[Start of Attachment]
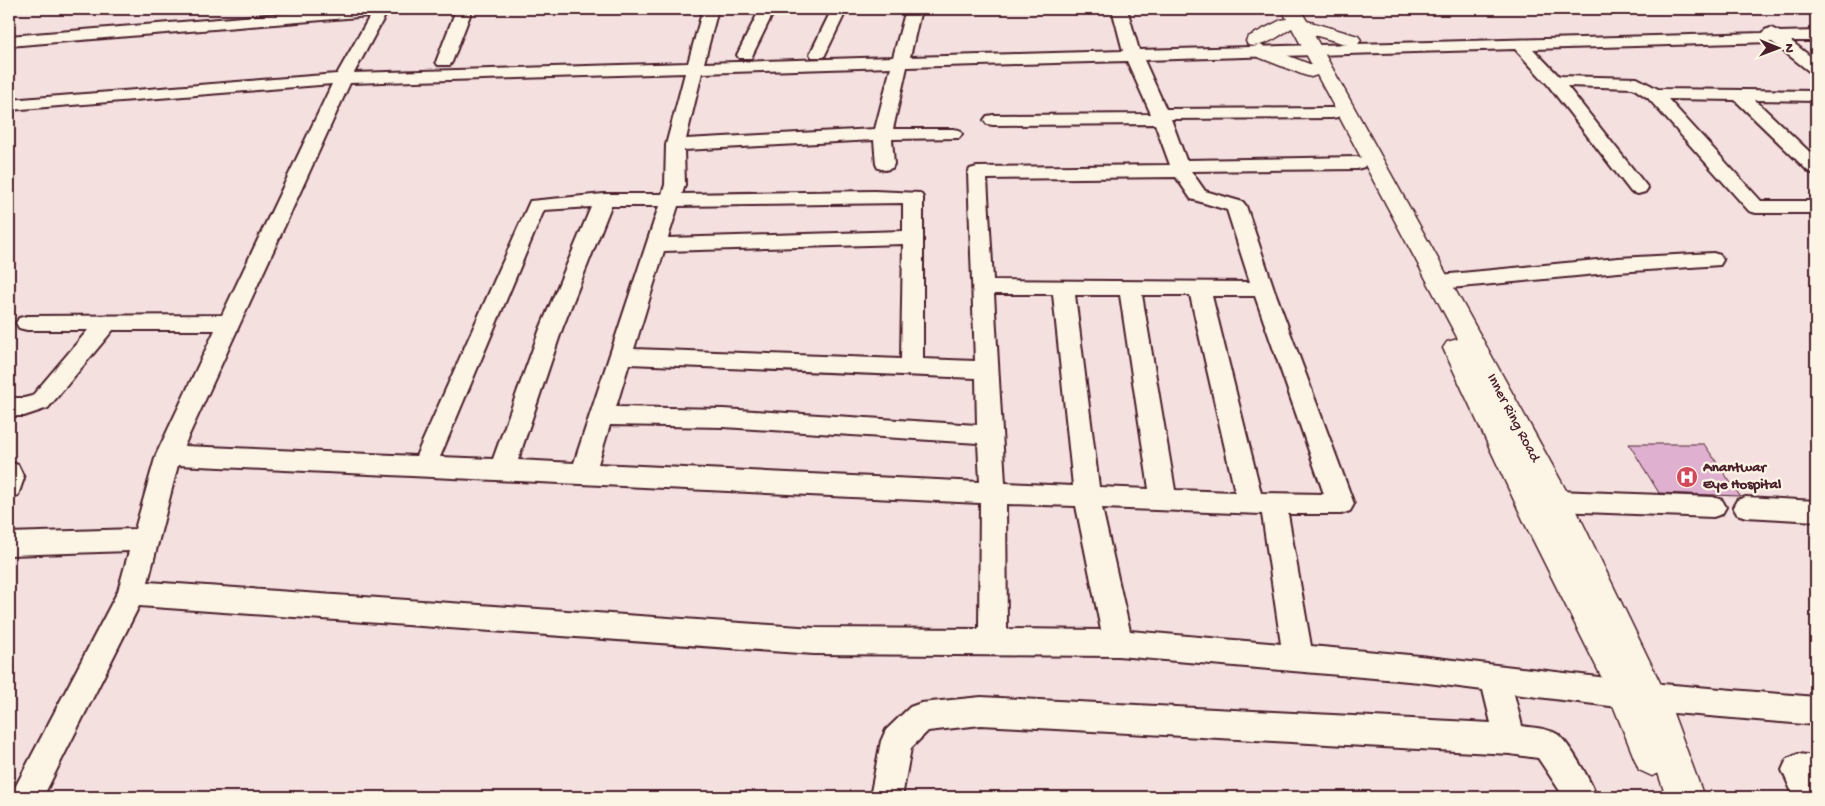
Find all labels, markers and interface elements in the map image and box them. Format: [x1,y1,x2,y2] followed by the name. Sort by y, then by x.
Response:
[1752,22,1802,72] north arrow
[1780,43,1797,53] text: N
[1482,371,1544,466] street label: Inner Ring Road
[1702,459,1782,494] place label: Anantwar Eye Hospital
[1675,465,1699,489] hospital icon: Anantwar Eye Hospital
[End of Attachment]
Brief: Would you give the records again exactly, dropping the pictures?

Response area:
Find all labels, markers and interface elements in the map image and box them. Format: [x1,y1,x2,y2] followed by the name. Sort by y, then by x.
Response:
[1752,22,1802,72] north arrow
[1780,43,1797,53] text: N
[1482,371,1544,466] street label: Inner Ring Road
[1702,459,1782,494] place label: Anantwar Eye Hospital
[1675,465,1699,489] hospital icon: Anantwar Eye Hospital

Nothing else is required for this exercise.